5. Let's explore now the number of object references. This is the information managed by the garbage collector. It is convenient recall here how references are increased:
  * Assign it to another variable.
  * Pass the object as an argument.
  * Include the object in a list.

Notice that the call to the refcount increases the number of references.

In [0]:
import sys
def f(param):
  print(sys.getrefcount(a))

a = []
b = a
#f(a)
print(sys.getrefcount(a))

3


6. Let's explore in detail the information of the garbage collector.

In [0]:
import gc

gc.set_debug(gc.DEBUG_SAVEALL)

print(gc.get_count())
lst = []
lst.append(lst)
list_id = id(lst)
del lst
gc.collect()
for item in gc.garbage:
    print(item)
    print(list_id == id(item))

7. One of the keypoints to improve the performance of our programs relies on the use of the Python standard library. To do so, let's compare the execution time between some operations with lists.

In [0]:
import time

def create_list(n):
  alist = []
  i = 0
  while i<n:
    alist.append(i)
    i = i + 1

def create_list_2(n):
  return [i for i in range(n)]


n = 10000000
print("Manual list creation")
t = time.time()
create_list(n)
print("\n\tTime Taken: %.5f sec\n" % (time.time()-t))

print("Comprehension list creation")
t = time.time()
create_list_2(n)
print("\n\tTime Taken: %.5f sec\n" % (time.time()-t))

8. Let's iterate over a list. In this case, there is no difference.
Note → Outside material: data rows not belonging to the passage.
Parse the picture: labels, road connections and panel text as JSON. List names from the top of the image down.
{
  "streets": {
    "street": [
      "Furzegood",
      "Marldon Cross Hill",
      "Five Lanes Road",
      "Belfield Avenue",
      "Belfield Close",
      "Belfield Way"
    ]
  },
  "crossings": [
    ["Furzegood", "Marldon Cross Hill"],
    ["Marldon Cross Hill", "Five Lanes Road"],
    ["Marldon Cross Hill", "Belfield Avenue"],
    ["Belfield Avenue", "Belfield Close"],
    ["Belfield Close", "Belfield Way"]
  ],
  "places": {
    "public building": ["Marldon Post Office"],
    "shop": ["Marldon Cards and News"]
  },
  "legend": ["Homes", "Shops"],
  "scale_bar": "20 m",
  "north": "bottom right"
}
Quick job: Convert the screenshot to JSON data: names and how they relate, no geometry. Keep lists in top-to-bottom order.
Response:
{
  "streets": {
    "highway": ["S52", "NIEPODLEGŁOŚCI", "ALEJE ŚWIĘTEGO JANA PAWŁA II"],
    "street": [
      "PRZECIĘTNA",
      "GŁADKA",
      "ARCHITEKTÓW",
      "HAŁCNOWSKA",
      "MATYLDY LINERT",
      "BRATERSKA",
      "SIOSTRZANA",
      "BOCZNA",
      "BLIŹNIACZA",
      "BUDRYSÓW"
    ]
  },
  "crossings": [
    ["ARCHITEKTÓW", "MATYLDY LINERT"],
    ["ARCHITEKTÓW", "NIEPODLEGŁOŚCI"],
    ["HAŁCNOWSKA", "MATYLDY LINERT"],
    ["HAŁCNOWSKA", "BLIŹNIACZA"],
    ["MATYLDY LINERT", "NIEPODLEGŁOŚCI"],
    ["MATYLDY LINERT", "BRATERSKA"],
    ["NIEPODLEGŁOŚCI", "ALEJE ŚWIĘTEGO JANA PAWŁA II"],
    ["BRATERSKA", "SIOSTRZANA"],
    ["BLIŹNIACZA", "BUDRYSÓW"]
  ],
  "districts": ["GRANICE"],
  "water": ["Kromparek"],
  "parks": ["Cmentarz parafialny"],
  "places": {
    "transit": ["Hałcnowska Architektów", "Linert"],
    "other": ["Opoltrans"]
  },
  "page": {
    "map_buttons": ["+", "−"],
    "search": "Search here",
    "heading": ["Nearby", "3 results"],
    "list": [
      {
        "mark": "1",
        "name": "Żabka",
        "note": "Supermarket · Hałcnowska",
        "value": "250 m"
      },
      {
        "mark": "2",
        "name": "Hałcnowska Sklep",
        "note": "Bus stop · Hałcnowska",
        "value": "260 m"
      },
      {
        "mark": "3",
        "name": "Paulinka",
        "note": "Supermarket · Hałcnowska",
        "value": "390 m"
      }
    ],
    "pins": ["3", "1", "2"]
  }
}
However, the use of a range is associated with a better memory management, since it will only keep a reference to the next value.

In [0]:
import time

def iterate_values(alist):
  for v in alist:
    pass

def iterate_range(alist, n):
  for i in range(n):
    pass
    
def create_list_2(n):
  return [i for i in range(n)]


n = 1000000
alist = create_list_2(n)
print("Iterate using values")
t = time.time()
iterate_values(alist)
print("\n\tTime Taken: %.5f sec" % (time.time()-t))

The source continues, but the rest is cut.